RECORD EXCERPTS
────

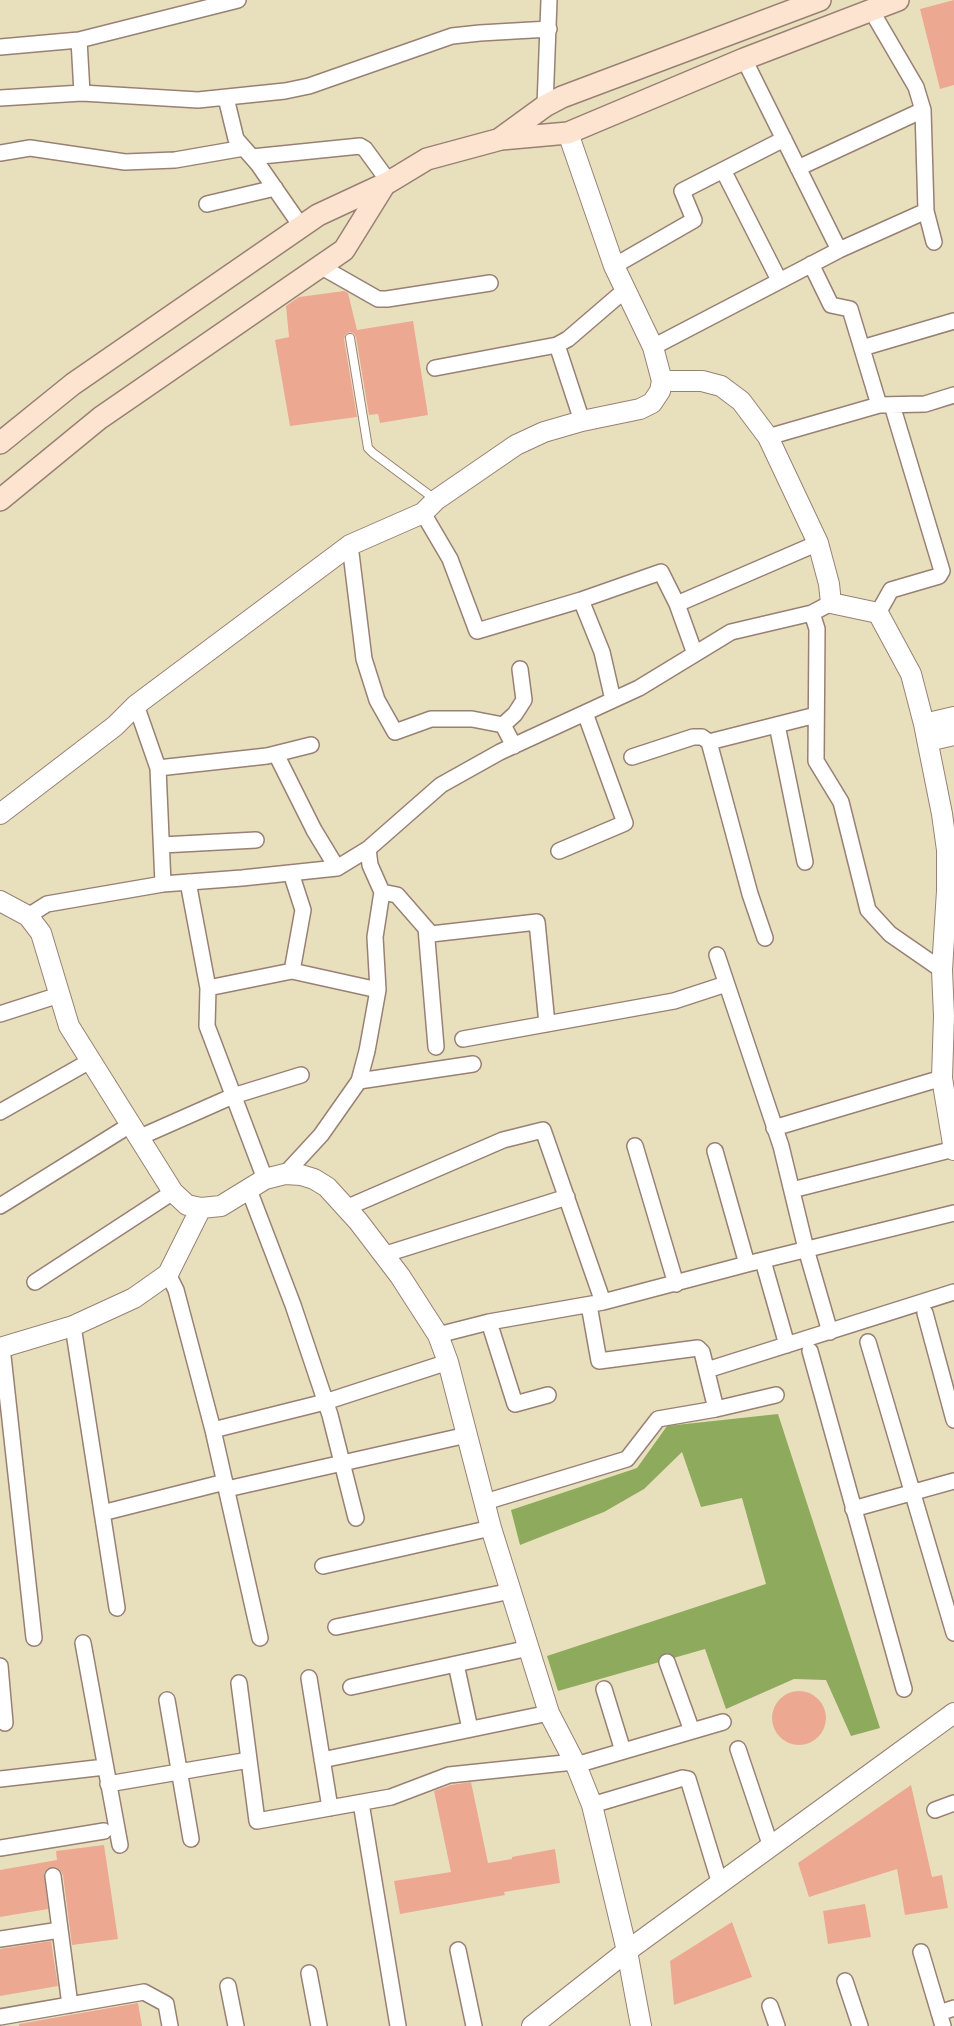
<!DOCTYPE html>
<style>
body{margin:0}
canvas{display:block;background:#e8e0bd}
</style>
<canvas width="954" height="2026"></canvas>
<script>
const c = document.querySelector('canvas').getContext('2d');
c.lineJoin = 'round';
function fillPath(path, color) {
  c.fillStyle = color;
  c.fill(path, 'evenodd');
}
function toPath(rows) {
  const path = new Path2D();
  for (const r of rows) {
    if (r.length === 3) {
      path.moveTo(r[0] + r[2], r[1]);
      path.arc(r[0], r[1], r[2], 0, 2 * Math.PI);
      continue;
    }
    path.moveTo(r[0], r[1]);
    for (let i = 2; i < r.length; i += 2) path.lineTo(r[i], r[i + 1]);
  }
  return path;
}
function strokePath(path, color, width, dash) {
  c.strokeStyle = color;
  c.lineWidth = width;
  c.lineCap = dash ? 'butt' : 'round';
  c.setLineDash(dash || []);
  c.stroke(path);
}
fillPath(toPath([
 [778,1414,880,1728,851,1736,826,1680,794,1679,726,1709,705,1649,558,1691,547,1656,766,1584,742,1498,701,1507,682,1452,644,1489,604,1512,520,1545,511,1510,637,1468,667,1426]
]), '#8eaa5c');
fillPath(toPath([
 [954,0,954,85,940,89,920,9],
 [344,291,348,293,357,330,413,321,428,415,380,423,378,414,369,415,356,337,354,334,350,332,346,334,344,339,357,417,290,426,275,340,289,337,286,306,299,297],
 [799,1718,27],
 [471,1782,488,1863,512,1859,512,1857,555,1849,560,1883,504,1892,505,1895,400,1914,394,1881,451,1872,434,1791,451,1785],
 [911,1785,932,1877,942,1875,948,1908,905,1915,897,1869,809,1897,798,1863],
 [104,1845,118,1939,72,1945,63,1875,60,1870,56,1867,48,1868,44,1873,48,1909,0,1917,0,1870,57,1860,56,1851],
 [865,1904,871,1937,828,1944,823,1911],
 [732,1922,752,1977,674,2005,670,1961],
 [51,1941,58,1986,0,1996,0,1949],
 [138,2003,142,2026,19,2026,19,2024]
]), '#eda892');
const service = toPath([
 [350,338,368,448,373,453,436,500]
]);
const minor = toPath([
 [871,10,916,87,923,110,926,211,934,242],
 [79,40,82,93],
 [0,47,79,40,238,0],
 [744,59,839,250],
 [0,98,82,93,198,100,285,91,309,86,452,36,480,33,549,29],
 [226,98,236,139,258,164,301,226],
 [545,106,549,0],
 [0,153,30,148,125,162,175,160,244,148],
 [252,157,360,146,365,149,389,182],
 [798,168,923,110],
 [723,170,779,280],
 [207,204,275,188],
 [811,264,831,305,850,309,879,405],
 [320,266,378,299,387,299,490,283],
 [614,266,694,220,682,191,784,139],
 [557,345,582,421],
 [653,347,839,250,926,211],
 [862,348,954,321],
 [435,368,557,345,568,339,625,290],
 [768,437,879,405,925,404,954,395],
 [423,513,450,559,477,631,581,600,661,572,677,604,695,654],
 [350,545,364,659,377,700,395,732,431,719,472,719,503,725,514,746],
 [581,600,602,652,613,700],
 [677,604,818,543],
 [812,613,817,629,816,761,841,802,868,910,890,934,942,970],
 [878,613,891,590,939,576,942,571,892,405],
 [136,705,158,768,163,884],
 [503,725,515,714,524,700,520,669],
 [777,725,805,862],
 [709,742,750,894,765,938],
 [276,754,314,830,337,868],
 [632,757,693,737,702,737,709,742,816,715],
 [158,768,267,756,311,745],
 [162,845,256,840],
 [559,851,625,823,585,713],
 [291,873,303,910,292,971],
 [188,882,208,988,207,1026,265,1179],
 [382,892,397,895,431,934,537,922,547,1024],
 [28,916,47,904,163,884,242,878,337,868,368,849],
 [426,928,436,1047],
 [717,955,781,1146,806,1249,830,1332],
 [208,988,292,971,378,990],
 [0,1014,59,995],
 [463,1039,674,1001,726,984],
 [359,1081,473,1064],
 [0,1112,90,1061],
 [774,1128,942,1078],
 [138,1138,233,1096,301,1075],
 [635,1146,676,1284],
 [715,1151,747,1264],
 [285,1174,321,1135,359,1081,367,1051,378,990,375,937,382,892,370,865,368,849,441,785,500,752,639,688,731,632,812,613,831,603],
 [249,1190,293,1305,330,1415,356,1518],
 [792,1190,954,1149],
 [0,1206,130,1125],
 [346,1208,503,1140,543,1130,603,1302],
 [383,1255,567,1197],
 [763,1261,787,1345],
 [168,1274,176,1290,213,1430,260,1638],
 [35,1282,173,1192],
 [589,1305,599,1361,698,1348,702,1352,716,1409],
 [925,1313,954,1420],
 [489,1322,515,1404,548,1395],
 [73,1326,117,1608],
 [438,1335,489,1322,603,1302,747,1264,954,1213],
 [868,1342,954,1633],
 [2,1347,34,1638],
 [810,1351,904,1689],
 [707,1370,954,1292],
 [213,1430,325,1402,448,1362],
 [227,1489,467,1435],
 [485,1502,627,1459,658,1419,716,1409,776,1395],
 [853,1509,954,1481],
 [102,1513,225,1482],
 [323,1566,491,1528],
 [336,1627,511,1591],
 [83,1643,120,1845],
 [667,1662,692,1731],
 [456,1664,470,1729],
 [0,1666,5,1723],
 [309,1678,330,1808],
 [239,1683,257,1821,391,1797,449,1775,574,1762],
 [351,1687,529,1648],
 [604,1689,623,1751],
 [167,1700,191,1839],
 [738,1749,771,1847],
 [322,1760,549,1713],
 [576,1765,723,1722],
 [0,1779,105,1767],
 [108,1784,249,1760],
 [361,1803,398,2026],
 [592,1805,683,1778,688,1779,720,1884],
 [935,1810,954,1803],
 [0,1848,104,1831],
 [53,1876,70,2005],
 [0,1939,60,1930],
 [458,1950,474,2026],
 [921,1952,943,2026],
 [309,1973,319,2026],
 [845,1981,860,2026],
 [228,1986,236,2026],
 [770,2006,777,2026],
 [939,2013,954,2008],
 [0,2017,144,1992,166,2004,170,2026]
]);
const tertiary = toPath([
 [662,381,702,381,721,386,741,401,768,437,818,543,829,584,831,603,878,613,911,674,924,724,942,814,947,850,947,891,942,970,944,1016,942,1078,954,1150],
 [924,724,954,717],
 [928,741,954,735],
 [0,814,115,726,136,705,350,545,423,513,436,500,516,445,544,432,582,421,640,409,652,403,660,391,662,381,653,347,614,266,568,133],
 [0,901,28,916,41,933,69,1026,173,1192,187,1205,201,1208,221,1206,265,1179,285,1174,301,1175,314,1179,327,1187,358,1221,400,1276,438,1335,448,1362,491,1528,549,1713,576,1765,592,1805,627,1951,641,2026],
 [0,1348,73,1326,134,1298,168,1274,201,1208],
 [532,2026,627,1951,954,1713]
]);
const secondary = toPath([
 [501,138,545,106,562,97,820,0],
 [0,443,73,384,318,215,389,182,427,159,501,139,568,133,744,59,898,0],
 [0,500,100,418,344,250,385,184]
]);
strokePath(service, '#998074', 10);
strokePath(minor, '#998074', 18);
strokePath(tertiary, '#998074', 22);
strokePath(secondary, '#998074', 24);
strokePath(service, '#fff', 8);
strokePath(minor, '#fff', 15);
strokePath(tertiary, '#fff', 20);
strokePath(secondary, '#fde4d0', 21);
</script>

────

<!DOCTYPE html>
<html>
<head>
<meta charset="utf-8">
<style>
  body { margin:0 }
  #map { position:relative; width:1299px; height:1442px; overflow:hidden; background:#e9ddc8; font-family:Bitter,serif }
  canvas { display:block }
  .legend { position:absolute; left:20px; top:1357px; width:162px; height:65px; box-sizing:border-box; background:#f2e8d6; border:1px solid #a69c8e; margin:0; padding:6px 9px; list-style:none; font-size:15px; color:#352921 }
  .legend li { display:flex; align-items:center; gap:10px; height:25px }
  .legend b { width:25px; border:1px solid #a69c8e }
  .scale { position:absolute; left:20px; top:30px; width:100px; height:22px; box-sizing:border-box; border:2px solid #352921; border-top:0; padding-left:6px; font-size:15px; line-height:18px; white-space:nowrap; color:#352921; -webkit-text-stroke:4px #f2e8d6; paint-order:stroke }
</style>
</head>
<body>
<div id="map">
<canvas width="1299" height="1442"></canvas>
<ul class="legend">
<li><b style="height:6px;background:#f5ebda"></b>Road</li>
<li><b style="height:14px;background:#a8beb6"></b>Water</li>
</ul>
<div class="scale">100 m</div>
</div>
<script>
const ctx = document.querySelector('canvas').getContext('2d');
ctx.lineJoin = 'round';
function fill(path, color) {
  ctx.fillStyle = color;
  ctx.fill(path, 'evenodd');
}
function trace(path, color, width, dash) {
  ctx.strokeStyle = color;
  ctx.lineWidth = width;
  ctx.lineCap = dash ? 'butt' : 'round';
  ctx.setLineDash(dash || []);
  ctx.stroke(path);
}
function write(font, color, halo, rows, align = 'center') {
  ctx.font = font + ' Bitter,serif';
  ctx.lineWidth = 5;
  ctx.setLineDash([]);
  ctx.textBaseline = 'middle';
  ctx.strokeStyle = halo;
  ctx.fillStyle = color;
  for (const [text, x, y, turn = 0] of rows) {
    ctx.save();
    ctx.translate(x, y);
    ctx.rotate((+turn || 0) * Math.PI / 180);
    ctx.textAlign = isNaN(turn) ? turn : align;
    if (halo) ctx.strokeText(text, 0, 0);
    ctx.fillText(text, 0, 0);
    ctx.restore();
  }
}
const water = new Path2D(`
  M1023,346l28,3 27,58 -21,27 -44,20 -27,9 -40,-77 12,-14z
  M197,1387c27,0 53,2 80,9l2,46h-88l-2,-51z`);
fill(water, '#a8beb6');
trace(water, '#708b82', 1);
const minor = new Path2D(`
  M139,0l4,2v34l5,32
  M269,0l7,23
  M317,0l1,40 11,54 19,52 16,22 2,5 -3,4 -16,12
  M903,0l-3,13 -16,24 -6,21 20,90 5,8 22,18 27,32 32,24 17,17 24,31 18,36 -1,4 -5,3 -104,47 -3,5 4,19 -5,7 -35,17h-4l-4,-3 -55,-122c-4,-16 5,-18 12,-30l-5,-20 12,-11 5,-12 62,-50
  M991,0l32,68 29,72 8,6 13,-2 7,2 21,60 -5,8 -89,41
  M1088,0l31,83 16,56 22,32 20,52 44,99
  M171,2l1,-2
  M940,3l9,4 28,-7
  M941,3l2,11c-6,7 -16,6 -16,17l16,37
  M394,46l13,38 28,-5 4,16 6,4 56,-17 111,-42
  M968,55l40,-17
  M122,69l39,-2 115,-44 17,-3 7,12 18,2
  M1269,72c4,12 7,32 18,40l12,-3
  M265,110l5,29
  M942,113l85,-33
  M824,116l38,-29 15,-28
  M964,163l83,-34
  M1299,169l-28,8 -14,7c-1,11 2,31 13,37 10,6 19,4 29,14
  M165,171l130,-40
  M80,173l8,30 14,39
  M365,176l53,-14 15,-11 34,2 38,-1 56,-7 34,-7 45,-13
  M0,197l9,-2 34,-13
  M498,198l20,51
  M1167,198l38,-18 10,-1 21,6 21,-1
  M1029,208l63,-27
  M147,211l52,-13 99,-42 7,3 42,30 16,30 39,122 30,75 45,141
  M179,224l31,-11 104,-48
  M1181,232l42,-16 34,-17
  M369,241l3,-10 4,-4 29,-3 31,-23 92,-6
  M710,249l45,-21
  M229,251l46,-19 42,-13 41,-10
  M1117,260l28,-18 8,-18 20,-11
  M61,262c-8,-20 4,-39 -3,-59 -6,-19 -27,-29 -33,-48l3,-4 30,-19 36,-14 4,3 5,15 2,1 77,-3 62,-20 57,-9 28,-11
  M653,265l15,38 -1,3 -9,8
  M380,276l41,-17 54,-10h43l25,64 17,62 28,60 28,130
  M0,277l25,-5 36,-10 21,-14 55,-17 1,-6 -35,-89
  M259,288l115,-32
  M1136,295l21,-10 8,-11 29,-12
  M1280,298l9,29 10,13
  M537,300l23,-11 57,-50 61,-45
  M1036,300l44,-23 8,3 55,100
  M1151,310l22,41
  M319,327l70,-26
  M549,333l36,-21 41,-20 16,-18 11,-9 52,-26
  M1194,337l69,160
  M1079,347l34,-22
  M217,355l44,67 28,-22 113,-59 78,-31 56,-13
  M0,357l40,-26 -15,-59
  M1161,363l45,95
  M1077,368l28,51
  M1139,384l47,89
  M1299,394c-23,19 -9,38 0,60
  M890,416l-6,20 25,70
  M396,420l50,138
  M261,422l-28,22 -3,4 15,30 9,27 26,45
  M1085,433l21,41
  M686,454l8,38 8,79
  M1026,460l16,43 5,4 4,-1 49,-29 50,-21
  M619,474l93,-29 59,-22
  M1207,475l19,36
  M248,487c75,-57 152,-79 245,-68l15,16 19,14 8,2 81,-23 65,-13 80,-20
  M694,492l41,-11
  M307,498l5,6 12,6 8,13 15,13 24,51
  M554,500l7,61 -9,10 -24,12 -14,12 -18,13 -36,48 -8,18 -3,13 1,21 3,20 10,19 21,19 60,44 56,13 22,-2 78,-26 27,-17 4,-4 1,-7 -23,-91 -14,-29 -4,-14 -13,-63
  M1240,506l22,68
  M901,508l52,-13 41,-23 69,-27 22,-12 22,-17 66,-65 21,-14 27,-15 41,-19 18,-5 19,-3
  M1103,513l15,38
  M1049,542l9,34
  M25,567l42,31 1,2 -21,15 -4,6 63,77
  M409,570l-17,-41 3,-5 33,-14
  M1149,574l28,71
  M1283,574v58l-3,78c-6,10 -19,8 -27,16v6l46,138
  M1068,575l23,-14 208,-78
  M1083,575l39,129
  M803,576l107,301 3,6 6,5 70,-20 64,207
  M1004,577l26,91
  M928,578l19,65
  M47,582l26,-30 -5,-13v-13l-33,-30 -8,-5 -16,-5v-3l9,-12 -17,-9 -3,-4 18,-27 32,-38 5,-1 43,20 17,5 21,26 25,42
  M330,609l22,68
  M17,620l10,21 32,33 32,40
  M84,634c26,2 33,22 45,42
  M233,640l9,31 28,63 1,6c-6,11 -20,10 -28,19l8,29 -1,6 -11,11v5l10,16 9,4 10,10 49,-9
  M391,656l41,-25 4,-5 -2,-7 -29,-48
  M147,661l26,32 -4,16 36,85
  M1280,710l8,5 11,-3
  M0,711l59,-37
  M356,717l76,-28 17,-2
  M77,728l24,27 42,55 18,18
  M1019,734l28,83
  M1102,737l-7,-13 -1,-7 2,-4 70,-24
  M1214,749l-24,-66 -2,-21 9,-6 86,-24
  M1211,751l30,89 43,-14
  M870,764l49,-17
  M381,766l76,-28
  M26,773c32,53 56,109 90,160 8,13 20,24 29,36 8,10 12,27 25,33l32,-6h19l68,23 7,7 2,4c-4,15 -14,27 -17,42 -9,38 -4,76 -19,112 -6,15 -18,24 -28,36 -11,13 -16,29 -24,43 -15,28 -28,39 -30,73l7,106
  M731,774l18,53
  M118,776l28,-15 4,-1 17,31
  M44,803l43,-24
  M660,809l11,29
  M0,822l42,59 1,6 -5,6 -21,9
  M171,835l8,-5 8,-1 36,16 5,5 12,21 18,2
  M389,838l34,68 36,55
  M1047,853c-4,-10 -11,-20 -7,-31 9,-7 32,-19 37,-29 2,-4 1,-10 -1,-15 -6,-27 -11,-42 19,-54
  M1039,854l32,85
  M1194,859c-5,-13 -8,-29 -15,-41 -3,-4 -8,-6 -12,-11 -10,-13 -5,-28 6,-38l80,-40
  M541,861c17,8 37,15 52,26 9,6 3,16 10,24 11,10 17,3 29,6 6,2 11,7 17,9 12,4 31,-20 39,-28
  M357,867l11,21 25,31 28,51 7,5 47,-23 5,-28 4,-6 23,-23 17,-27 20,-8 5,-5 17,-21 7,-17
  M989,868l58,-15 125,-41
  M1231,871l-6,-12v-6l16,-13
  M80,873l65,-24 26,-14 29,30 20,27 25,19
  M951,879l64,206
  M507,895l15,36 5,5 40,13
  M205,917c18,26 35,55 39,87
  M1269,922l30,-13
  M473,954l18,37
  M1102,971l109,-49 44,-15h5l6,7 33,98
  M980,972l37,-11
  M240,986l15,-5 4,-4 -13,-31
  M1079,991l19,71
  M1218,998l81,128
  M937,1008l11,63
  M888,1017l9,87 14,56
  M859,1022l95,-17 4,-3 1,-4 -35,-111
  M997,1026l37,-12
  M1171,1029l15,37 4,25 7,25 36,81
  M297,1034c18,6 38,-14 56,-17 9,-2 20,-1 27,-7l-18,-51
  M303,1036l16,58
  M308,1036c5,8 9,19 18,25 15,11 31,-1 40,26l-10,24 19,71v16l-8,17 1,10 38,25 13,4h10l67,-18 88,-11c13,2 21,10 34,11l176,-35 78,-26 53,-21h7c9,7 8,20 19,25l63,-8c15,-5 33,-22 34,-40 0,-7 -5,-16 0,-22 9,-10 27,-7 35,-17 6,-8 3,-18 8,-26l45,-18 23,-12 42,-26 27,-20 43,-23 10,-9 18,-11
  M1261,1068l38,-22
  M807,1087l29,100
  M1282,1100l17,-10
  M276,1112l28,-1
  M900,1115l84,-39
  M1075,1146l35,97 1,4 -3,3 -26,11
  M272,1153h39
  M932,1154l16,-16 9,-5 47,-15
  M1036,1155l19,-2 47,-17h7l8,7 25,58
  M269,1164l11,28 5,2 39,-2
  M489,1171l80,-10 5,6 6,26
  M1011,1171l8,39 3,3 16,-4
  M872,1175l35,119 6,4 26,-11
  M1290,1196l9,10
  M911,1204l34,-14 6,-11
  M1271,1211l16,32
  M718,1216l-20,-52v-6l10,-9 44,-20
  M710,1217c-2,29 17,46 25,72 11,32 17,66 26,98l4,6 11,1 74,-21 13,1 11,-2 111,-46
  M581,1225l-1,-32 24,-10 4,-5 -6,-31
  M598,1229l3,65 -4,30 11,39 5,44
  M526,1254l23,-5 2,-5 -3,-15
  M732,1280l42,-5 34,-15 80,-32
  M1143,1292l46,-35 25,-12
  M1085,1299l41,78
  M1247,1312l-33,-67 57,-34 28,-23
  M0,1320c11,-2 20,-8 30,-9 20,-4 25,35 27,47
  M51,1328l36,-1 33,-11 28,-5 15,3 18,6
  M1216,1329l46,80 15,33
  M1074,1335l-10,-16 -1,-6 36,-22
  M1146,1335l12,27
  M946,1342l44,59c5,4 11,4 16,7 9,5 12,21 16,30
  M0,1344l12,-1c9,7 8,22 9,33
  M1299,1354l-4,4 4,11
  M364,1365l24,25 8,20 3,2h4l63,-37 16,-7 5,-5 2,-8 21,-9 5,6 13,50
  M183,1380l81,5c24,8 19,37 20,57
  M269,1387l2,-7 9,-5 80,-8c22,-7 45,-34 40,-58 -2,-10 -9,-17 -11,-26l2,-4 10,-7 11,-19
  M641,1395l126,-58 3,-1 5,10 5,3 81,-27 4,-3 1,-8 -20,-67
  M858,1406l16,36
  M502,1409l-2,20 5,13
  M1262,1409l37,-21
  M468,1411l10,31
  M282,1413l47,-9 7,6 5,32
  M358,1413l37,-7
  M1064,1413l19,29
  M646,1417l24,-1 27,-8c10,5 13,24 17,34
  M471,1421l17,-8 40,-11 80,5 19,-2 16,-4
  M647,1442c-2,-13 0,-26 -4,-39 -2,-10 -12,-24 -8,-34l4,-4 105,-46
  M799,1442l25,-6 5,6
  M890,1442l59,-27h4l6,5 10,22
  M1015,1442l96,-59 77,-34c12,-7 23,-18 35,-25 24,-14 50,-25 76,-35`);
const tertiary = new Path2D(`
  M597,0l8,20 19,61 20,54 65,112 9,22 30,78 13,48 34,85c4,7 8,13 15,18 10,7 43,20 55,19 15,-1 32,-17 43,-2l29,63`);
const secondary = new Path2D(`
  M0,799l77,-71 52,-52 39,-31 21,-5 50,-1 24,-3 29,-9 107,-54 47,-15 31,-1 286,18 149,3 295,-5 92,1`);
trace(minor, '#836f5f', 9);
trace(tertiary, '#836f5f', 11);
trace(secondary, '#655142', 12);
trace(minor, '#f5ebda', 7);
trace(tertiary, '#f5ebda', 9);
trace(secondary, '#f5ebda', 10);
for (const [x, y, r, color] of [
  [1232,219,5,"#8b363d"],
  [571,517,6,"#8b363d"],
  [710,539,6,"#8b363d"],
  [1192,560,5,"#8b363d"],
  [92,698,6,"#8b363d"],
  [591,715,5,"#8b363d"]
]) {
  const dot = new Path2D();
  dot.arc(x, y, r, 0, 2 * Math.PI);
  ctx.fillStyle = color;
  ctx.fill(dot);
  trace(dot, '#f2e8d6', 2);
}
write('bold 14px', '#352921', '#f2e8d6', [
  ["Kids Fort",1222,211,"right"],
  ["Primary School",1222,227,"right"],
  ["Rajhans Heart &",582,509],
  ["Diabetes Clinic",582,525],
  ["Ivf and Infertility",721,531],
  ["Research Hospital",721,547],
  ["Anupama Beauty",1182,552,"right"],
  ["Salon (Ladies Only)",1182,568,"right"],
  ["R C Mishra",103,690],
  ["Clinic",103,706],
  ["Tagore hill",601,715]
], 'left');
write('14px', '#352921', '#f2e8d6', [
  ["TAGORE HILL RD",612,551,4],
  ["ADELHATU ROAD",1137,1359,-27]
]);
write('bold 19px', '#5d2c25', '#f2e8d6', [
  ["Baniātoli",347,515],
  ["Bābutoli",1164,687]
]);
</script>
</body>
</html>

────

Starting at the line above that holds "ctx.setLineDash(dash || []);" and ending at the line that holds "ctx.translate(x, y);", transcribe each line exactly and include no other lines.

  ctx.setLineDash(dash || []);
  ctx.stroke(path);
}
function write(font, color, halo, rows, align = 'center') {
  ctx.font = font + ' Bitter,serif';
  ctx.lineWidth = 5;
  ctx.setLineDash([]);
  ctx.textBaseline = 'middle';
  ctx.strokeStyle = halo;
  ctx.fillStyle = color;
  for (const [text, x, y, turn = 0] of rows) {
    ctx.save();
    ctx.translate(x, y);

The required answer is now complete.